Section 1. In the event that any person who is or was an officer, director, committee member, or authorized representative of the PMI-CVC, acting in good faith and in a manner reasonably believed to be in the best interests of the PMI-CVC, has been made party, or is threatened to be made a party, to any civil, criminal, administrative, or investigative action or proceeding (other than an action or proceeding by or in the right of the corporation), such representative may be indemnified against reasonable expenses and liabilities, including attorney fees, actually and reasonably incurred, judgments, fines and amounts paid in settlement in connection with such action or proceeding to the fullest extent permitted by the jurisdiction in which the organization is incorporated. Where the representative has been successful in defending the action, indemnification is mandatory.

Section 2. Unless ordered by a court, discretionary indemnification of any representative shall be approved and granted only when consistent with the requirements of applicable law, and upon a determination that indemnification of the representative is proper in the circumstances because the representative has met the applicable standard of conduct required by law and in these bylaws.

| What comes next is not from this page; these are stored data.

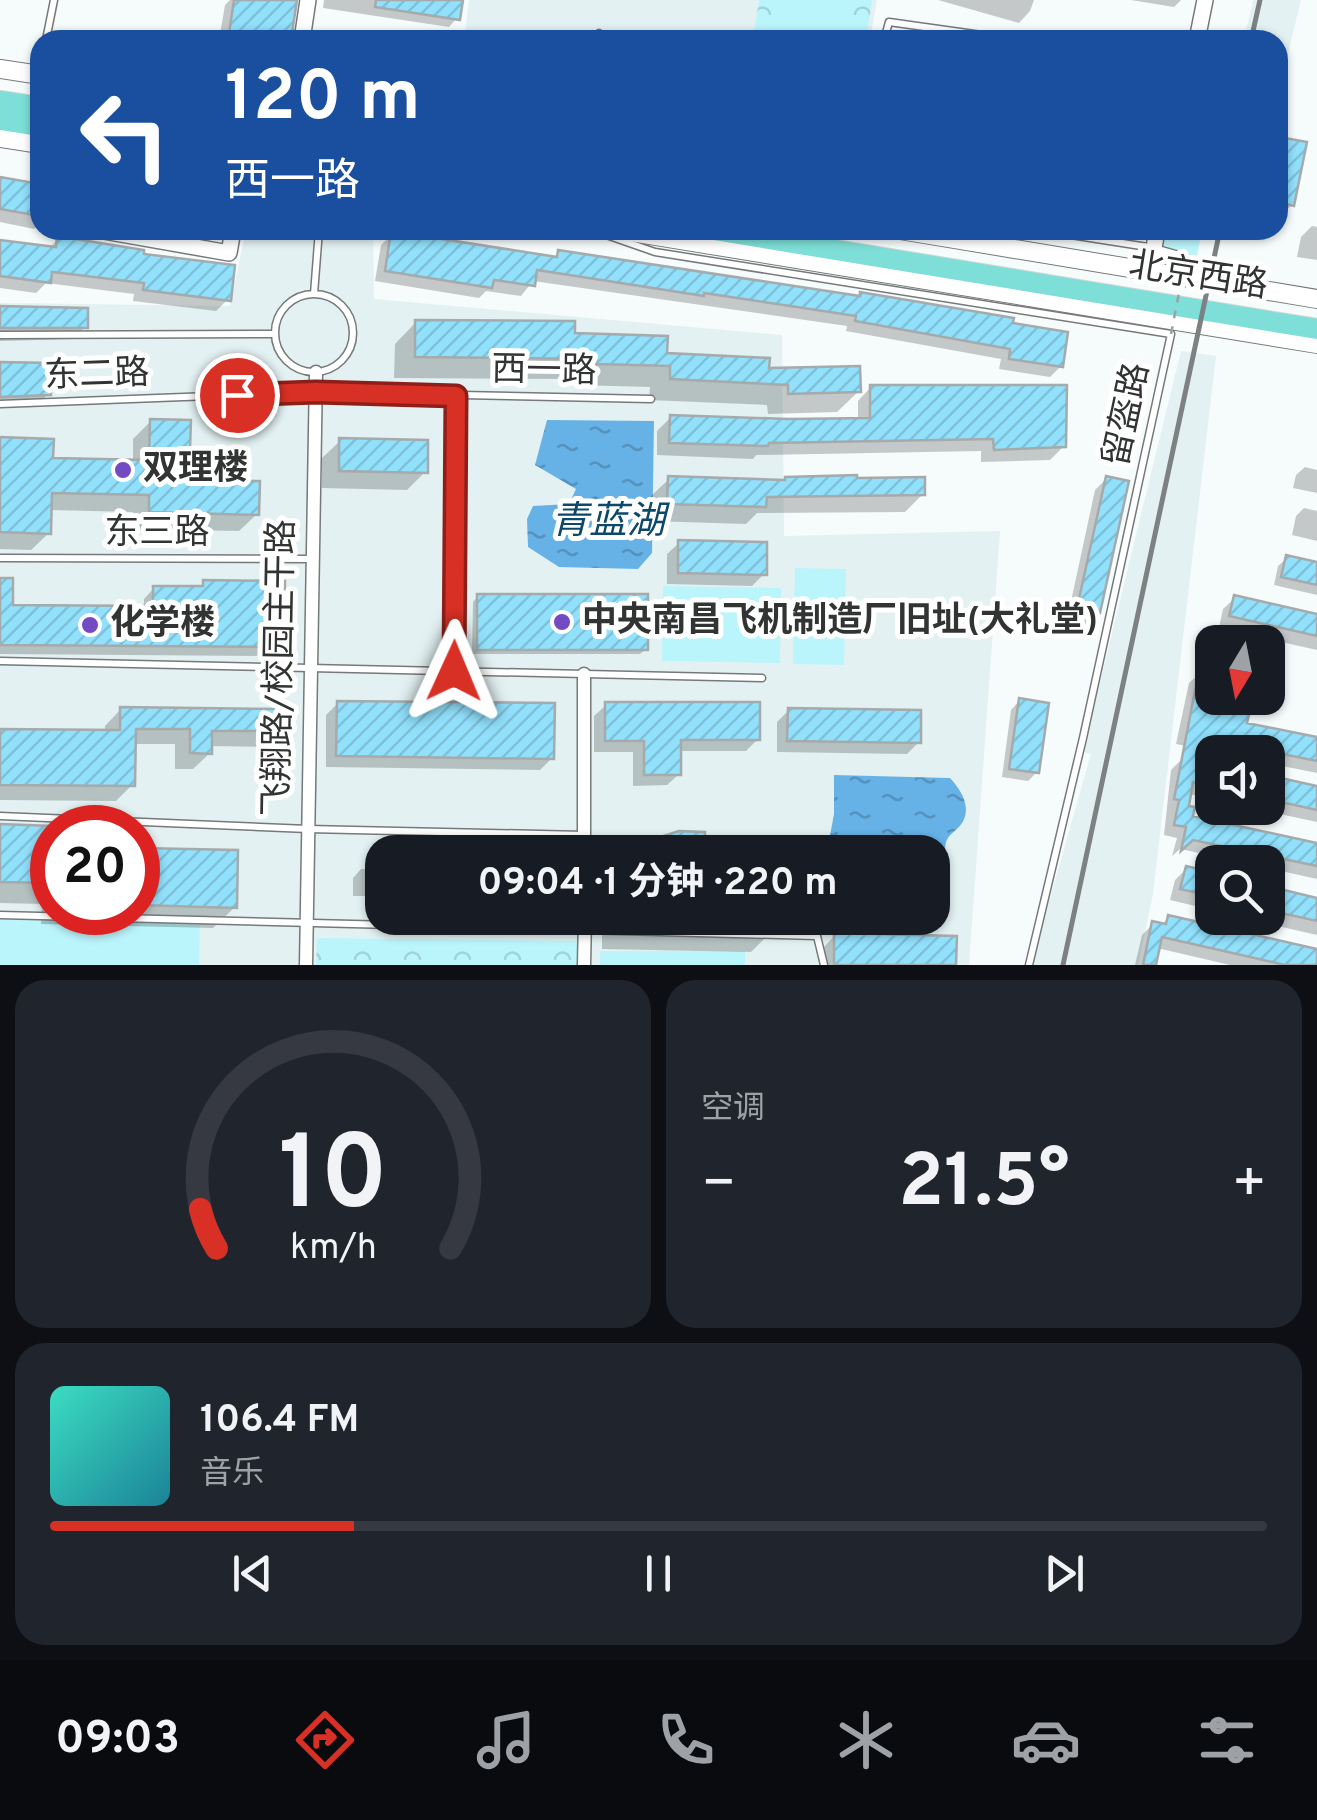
<!DOCTYPE html>
<html lang="zh">
<meta charset="utf-8">
<style>
:root{--surface:#171b24;--page:#20242c;--text:#f1f3f6;--muted:#9ea1a6;--line:#363941;--accent:#d93025}
body{margin:0;font-family:Overpass,"Noto Sans SC",sans-serif;background:var(--page);color:var(--text);height:100vh;display:flex;flex-direction:column;font-size:38px;white-space:nowrap}
*{box-sizing:border-box;margin:0}
p{font-size:32px;color:var(--muted)}
.icon{flex:none;width:55px;height:55px;fill:none;stroke:currentColor;stroke-width:2;stroke-linecap:round;stroke-linejoin:round}
.map{position:relative;height:965px;overflow:hidden}
.details{display:flex;flex-direction:column;gap:15px;padding:15px;background:#0d0f14;flex:1}
.details>*{flex:none}
.banner{position:absolute;left:30px;top:30px;width:1258px;height:210px;border-radius:30px;box-shadow:0 2px 8px #0004;background:#1a4fa0;color:#fff;overflow:hidden}
.needle{width:65px;rotate:190deg}
.controls{position:absolute;left:1195px;top:625px;display:grid;gap:20px}
.controls a{display:grid;place-items:center;width:90px;height:90px;border-radius:20px;background:var(--surface);box-shadow:0 2px 8px #0004;font-size:50px}
.speed{position:absolute;left:30px;top:805px;display:flex;gap:20px;font-size:50px;font-weight:700;text-align:center}
.speed>*{display:grid;place-content:center;width:130px;height:130px;border-radius:50%;background:var(--surface);box-shadow:0 2px 8px #0004;line-height:1}
.speed .limit{border:15px solid #d22;background:#fff;color:#111}
.pin{position:absolute;display:grid;place-items:center;width:85px;height:85px;color:#fff;margin:-42px;border:5px solid #fff;border-radius:50%;box-shadow:0 2px 10px #0007}
.me{position:absolute;width:110px;margin:-55px;rotate:1deg;stroke-linejoin:round;filter:drop-shadow(0 0 8px #0008)}
.turn{display:flex;align-items:center;gap:35px;height:210px;padding:0 30px;font-size:45px}
.turn .icon{width:130px;height:130px;stroke-width:2.5}
.turn b{display:block;font-size:70px;line-height:85px}
.big{font-size:75px;font-weight:700;line-height:1.1}
.details .tile{flex:1;display:flex;flex-direction:column;justify-content:center;gap:15px;min-width:0;padding:0 35px;border-radius:30px;background:var(--page)}
.details .dial{align-items:center;gap:0}
.dial svg{height:260px;overflow:visible;fill:none;stroke:var(--line);stroke-width:7;stroke-linecap:round;text-anchor:middle}
.dial text{fill:var(--text);stroke:none}
.song{display:flex;align-items:center;gap:30px}
.cover{width:120px;height:120px;border-radius:15px;background:linear-gradient(135deg,hsl(170 70% 55%),hsl(190 70% 35%))}
.played{height:10px;border-radius:5px;background:linear-gradient(90deg,var(--accent) 25%,var(--line) 25%)}
.keys{display:flex;justify-content:space-around;direction:ltr}
.heat{display:flex;justify-content:space-between;align-items:center;font-size:55px;direction:ltr}
.details .tiles{flex:1;display:grid;gap:15px;grid-template-columns:1fr 1fr}
.tile:last-child{grid-column:span 2}
.trip{position:absolute;left:365px;top:835px;width:585px;height:100px;border-radius:30px;background:var(--surface);box-shadow:0 2px 8px #0004;font-weight:700;line-height:100px;text-align:center}
.dock{display:flex;height:160px;justify-content:space-around;align-items:center;background:#090b0e;color:var(--muted)}
.dock .icon{width:70px;height:70px}
.dock .on{color:var(--accent)}
.dock b{font-size:45px;color:var(--text)}
.map>svg:first-child{display:block}
.built{fill:#e3f1f2;fill-rule:evenodd}
.park{fill:url(#park-crowns)}
.garden{fill:#bbf5fc}
.water{fill:url(#water-ripples)}
.shadow{fill:#0003}
.building{fill:url(#building-hatch);stroke:#a5aaab;stroke-width:2.5}
.lines{fill:none;stroke-linecap:round;stroke-linejoin:round}
.service-casing{stroke:#757979;stroke-width:9}
.minor-casing{stroke:#757979;stroke-width:15}
.tertiary-casing{stroke:#757979;stroke-width:18}
.secondary-casing{stroke:#757979;stroke-width:20}
.primary-casing{stroke:#d6d6d6;stroke-width:22}
.service{stroke:#fff;stroke-width:6}
.minor{stroke:#fff;stroke-width:12}
.tertiary{stroke:#fff;stroke-width:15}
.secondary{stroke:#fff;stroke-width:18}
.primary{stroke:#7ddfd7;stroke-width:20}
.rail{stroke:#7e8182;stroke-width:5}
.path-bridge{stroke:#9ea1a2;stroke-width:2.5;stroke-dasharray:8 8;stroke-linecap:butt}
.route-casing{stroke:#8d1f18;stroke-width:25}
.route{stroke:#d93025;stroke-width:18}
.poi-dot{fill:#734ac2;stroke:#fff;stroke-width:4}
.labels{text-anchor:middle;dominant-baseline:central;stroke-width:10;stroke-linejoin:round;paint-order:stroke}
.street-label{font-size:35px;fill:#323434;stroke:#fff}
.poi-label{font-size:35px;font-weight:bold;fill:#323434;stroke:#fff;text-anchor:start}
.water-label{font-size:38px;font-style:italic;fill:#0b486b;stroke:#fff}
</style>
<div class="map">
<svg width="1317" height="965" viewBox="0 0 1317 965">
<defs>
<pattern id="park-crowns" width="20" height="18" patternUnits="userSpaceOnUse" patternTransform="scale(2.5)"><rect width="20" height="18" fill="#bbf5fc"/><path d="M2 6a3 3 0 1 1 6 0M12 15a3 3 0 1 1 6 0" fill="none" stroke="#a1d3d9"/></pattern>
<pattern id="water-ripples" width="26" height="14" patternUnits="userSpaceOnUse" patternTransform="scale(2.5)"><rect width="26" height="14" fill="#66b2e7"/><path d="M2 4q2-2 4 0t4 0M15 11q2-2 4 0t4 0" fill="none" stroke="#5592bc"/></pattern>
<pattern id="building-hatch" width="6" height="6" patternUnits="userSpaceOnUse" patternTransform="scale(2.5)"><rect width="6" height="6" fill="#91e0fc"/><path d="M-1 1l2-2M0 6l6-6M5 7l2-2" fill="none" stroke="#7ec1d9"/></pattern>
</defs>
<rect width="100%" height="100%" fill="#f6fbfc"/>
<path class="built" d="M469,0H877L870,40H464Z
M1253,0H1301L1278,95V40H1244Z
M246,230H373L374,299L782,335L784,536L1000,531L969,965H0V303L230,306ZM52,828H138V912H52ZM382,852H932V918H382Z
M1181,351L1216,356L1153,894L1138,965H1031L1091,754L1083,752Z"/>
<path class="park" d="M759,0H872L866,40H753Z
M1165,230H1202L1194,272L1158,265Z
M317,938L578,941V965H316Z"/>
<path class="garden" d="M777,0H853L846,40H771Z
M795,568L846,569L844,665L793,664Z
M663,586L781,588L780,663L662,661Z
M0,918L200,925L199,965H0Z
M600,951H745V965H600Z"/>
<path class="water" d="M547,420L654,421L652,553L638,569L559,567L528,547L527,519L533,506L569,504L576,489L535,465Z
M834,775L950,778C961,790 972,807 962,823C957,831 949,833 946,842C943,852 948,865 950,875L937,896L933,897L932,852H827L834,814Z"/>
<path class="shadow" d="M230,0H279L289,40H219L225,5Z
M324,0H451L457,18L449,27L323,8Z
M938,0H1034L1030,11L1019,23Z
M1131,0H1181L1174,7Z
M895,32L950,40H887Z
M1286,140L1292,205L1283,213L1278,212V149Z
M0,179L40,187V222L34,229L0,222Z
M1312,226L1317,227V260L1297,257L1301,237Z
M133,230H217L208,243Z
M392,234L552,259L559,252L858,298L861,294L1010,325L1061,366L1050,377L999,369L1001,359L846,331L847,326L533,281L521,296L486,291L479,298L375,281L381,245Z
M58,239L141,256L228,299L216,311L133,301L134,294L46,283L36,293L0,288V242L48,249Z
M0,309L85,327L73,339L0,341Z
M416,322L572,336L859,391L837,412L768,414L767,405L649,400L650,387L575,385V379L394,378L395,344Z
M0,365L48,394L39,404H0Z
M871,387L1064,446L1050,460L981,462V451L756,455L753,459L657,455V431L671,417L858,420V401Z
M151,421L187,482L257,514L239,531L133,529V512L49,510V533L31,550L0,549V440L50,461L133,463V439Z
M340,441L425,472L407,490L322,488V458Z
M1305,467L1317,470V493L1293,488L1296,475Z
M1107,478L1098,612L1086,624L1067,620L1095,490Z
M669,479L923,494L905,512L757,513L746,524L650,521L651,496Z
M1304,508L1317,511V541L1292,535L1296,516Z
M679,543L764,574L752,586L667,584V554Z
M1287,558L1317,565V595L1274,585L1278,566Z
M0,581L11,607L144,608V599L154,588L197,589L204,582L282,646L271,656L0,654Z
M478,596L646,649L640,654H472L473,602Z
M1235,598L1317,616V650L1219,628L1223,609Z
M1200,673L1212,676V698H1250L1244,725L1317,740V773L1268,763V752H1215L1176,744L1189,683Z
M1019,701L1037,772L1028,781L1002,777L1011,710Z
M338,703L552,758L540,770L326,767V715Z
M606,705L758,739L746,751H679V774L667,785L633,786V752H594V716Z
M121,709L281,730L264,747L210,746V753L193,769H175V744H133L132,785L116,801L0,800V731L105,733V726Z
M789,710L919,742L907,754L777,752V722Z
M1182,759L1212,765V799L1189,794L1186,808L1190,818L1317,845V879L1268,868V862H1242L1180,849L1172,856L1177,838L1164,835L1171,770Z
M1268,778L1317,789V822L1251,808H1268Z
M0,827L52,828V912H138V851L236,853L235,907L213,928L41,924L42,904L0,903Z
M1187,868L1212,875V910L1170,900L1175,880Z
M361,869H382V896H353V878Z
M1268,888L1317,900V935L1243,918H1268Z
M1169,917L1317,951L1316,965H1230L1157,948L1153,965H1135L1142,935L1153,924L1161,926Z
M602,918H776V927L751,952L602,949Z
M835,935L954,965H823L824,947Z"/>
<path class="building" d="M234,0H297L291,40H228Z
M376,0H463L460,20L375,7Z
M1285,138L1307,142L1294,206L1278,202V172Z
M0,177L40,184V216L0,209Z
M391,231L557,257L558,250L860,296V292L1014,318L1013,323L1068,332L1063,367L1009,359L1010,349L855,321L856,316L704,293V296L537,270L535,286L494,280L492,288L385,271Z
M57,236L144,250V254L235,265L231,301L143,290L144,283L52,272L51,283L0,276V240L56,247Z
M0,306L88,308V328H0Z
M415,320L575,321V333L668,336L667,353L770,358L769,368L860,366L861,392L788,394V385L670,379V366L596,364V359L415,357Z
M0,362L51,363V395L0,397Z
M870,385H1067L1066,447L994,450L993,439L769,443L768,446L669,443L670,415L788,419L870,418Z
M150,419L191,420L189,480L260,481L259,515L149,512V495L52,493L51,534L0,532V437L54,439L53,458L149,460Z
M339,438L428,440V473L339,471Z
M857,475V478L925,477V495L767,497L766,507L667,504L668,476L785,480V477Z
M1106,476L1129,481L1100,613L1077,608Z
M678,540L767,542V575L678,573Z
M1286,555L1317,562V585L1281,577Z
M0,578H13V605L153,606V586H203V580L285,581L284,647L0,645Z
M477,594H648V650H477Z
M1234,595L1317,614V636L1229,616Z
M1199,670L1212,673V698H1253L1247,723L1317,737V761L1212,740V786L1193,782L1189,806L1195,807L1193,816L1317,843V866L1193,840L1181,851L1186,827L1174,825L1179,800L1174,799Z
M1019,698L1049,703L1039,773L1009,769Z
M337,701L555,703L554,759L336,756Z
M605,702H760V740H681V775H644V741H605Z
M120,707L283,709V731H212V754L190,753V729H136L135,786L0,785V729L120,730Z
M788,708L921,710V743L787,741Z
M1268,775L1317,786V810L1268,799Z
M0,824L52,826V883L0,882Z
M679,831L705,832V852H649L657,838Z
M138,848L238,850L237,908L138,905Z
M1186,866L1212,872V896L1180,889Z
M1268,886L1317,898V921L1268,910Z
M1168,915L1317,949V965H1285L1162,937L1156,965H1143L1152,921L1166,924Z
M627,918H779V928L627,924Z
M834,933L957,936L956,965H834Z"/>
<g class="lines">
<g class="service-casing">
<path id="service" d="M46,40L54,0
M597,40L599,33
M884,40L889,22L1017,40
M592,230L655,252L1171,334L1083,738L1029,965
M1039,230L1154,248L1186,257
M314,294L319,230
M275 333a39 39 0 1 1 78 0a39 39 0 1 1-78 0Z
M0,335L275,334
M0,404L316,392L651,399
M0,558L312,559
M0,661L762,678
M454,671L457,396
M0,816L308,829L583,835
M452,852L453,833
M0,915L817,936L824,965
M452,928V918"/>
</g>
<g class="minor-casing">
<path id="minor" d="M584,852V674
M306,965L316,372
M584,965L585,918"/>
</g>
<g class="tertiary-casing">
<path id="tertiary" d="M302,40L308,0
M1197,40L1205,0
M98,230L229,253L233,230
M1154,248L1157,230"/>
</g>
<g class="secondary-casing">
<path id="secondary" d="M0,69L40,75
M0,138L40,144
M619,230L1317,344
M900,230L1317,299"/>
</g>
<g class="primary-casing">
<path id="primary" d="M0,101L40,107
M0,120L40,126
M714,230L1317,329"/>
</g>
<use href="#service" class="service"/>
<use href="#minor" class="minor"/>
<use href="#tertiary" class="tertiary"/>
<use href="#secondary" class="secondary"/>
<use href="#primary" class="primary"/>
<path class="rail" d="M1251,40L1260,0
M1063,965L1220,230"/>
<path class="path-bridge" d="M1171,334L1186,257"/>
</g>
<g class="lines">
<g class="route-casing">
<path id="route" d="M237,395L316,392L456,396L454,671"/>
</g>
<use href="#route" class="route"/>
</g>
<g class="poi-dot">
<circle cx="123" cy="470" r="10"/>
<circle cx="562" cy="622" r="10"/>
<circle cx="90" cy="625" r="10"/>
</g>
<g class="labels">
<g class="street-label">
<text transform="translate(1198 277) rotate(9)">北京西路</text>
<text transform="translate(544 372) rotate(1)">西一路</text>
<text transform="translate(97 376) rotate(-2)">东二路</text>
<text transform="translate(1128 415) rotate(-78)">留盔路</text>
<text x="157" y="534">东三路</text>
<text transform="translate(281 668) rotate(-89)">飞翔路/校园主干路</text>
</g>
<g class="poi-label">
<text x="143" y="470">双理楼</text>
<text x="582" y="622">中央南昌飞机制造厂旧址(大礼堂)</text>
<text x="110" y="625">化学楼</text>
</g>
<g class="water-label">
<text x="608" y="523">青蓝湖</text>
</g>
</g>
</svg>
<div class="controls">
<a><svg class="needle" viewBox="-14 -14 28 28"><path d="M0-13l5 13h-10z" fill="#e53935"/><path d="M0 13l5-13h-10z" fill="#9ea1a6"/></svg></a>
<a><svg class="icon" aria-label="sound" viewBox="0 0 24 24"><path d="M4 9h4l5-4v14l-5-4H4zM17 9q2 3 0 6"/></svg></a>
<a><svg class="icon" aria-label="search" viewBox="0 0 24 24"><circle cx="10" cy="10" r="6"/><path d="M15 15l6 6"/></svg></a>
</div>
<div class="speed"><div class="limit">20</div></div>
<div class="pin" style="left:237px;top:395px;background:#d93025"><svg class="icon" aria-label="arrive" viewBox="0 0 24 24"><path d="M6 21V4h12l-3 4 3 4H6"/></svg></div>
<svg class="me" style="left:454px;top:671px" viewBox="-20 -20 40 40"><path d="M0-17L14 15 0 8-14 15z" fill="#d93025" stroke="#fff" stroke-width="4"/></svg>
<div class="trip">09:04 · 1 分钟 · 220 m</div>
<div class="banner">
<div class="turn"><svg class="icon" aria-label="left" viewBox="0 0 24 24"><path d="M17 20v-9H6M10 6l-5 5 5 5"/></svg><div><b>120 m</b>西一路</div></div>
</div>
</div>
<section class="details">
<div class="tiles">
<div class="tile dial"><svg viewBox="0 0 100 80">
<path d="M14 69A42 42 0 1 1 86 69"/>
<path d="M14 69A42 42 0 0 1 9 57" stroke="#d93025"/>
<text x="50" y="56" font-size="32" font-weight="700">10</text>
<text x="50" y="72" font-size="11">km/h</text>
</svg></div>
<div class="tile"><p>空调</p>
<div class="heat"><a>−</a><b class="big">21.5°</b><a>+</a></div>
</div>
<div class="tile">
<div class="song"><i class="cover"></i><div><b>106.4 FM</b><p>音乐</p></div></div>
<div class="played"></div>
<div class="keys"><svg class="icon" aria-label="previous" viewBox="0 0 24 24"><path d="M18 5L8 12l10 7zM5 5v14"/></svg><svg class="icon" aria-label="pause" viewBox="0 0 24 24"><path d="M8 5v14M16 5v14"/></svg><svg class="icon" aria-label="next" viewBox="0 0 24 24"><path d="M6 5l10 7-10 7zM19 5v14"/></svg></div>
</div>
</div>
</section>
<nav class="dock">
<b>09:03</b>
<svg class="icon on" aria-label="directions" viewBox="0 0 24 24"><path d="M12 3l9 9-9 9-9-9zM9 14v-3h6M13 9l2 2-2 2"/></svg>
<svg class="icon" aria-label="music" viewBox="0 0 24 24"><path d="M9 18V5l10-2v13"/><circle cx="6" cy="18" r="3"/><circle cx="16" cy="16" r="3"/></svg>
<svg class="icon" aria-label="phone" viewBox="0 0 24 24"><path d="M5 4h4l2 5-3 2q2 4 5 5l2-3 5 2v4C11 20 4 13 5 4z"/></svg>
<svg class="icon" aria-label="climate" viewBox="0 0 24 24"><path d="M12 3v18M4 7l16 10M4 17L20 7"/></svg>
<svg class="icon" aria-label="car" viewBox="0 0 24 24"><path d="M5 17H2v-5l4-1 3-4h7l3 4 3 1v5h-3M9 17h6M6 11h13"/><circle cx="7" cy="17" r="2"/><circle cx="17" cy="17" r="2"/></svg>
<svg class="icon" aria-label="filters" viewBox="0 0 24 24"><path d="M4 7h16M4 17h16"/><circle cx="9" cy="7" r="2"/><circle cx="15" cy="17" r="2"/></svg>
</nav>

Section 3. To the extent permitted by applicable law, the PMI-CVC may purchase and maintain liability insurance on behalf of any person who is or was a director, officer, employee, trustee, agent or authorized representative of the PMI-CVC, or is or was serving at the request of the PMI-CVC as a director, officer, employee, trustee, agent or representative of another corporation, domestic or foreign, non-profit or for-profit, partnership, joint venture, trust or other enterprise.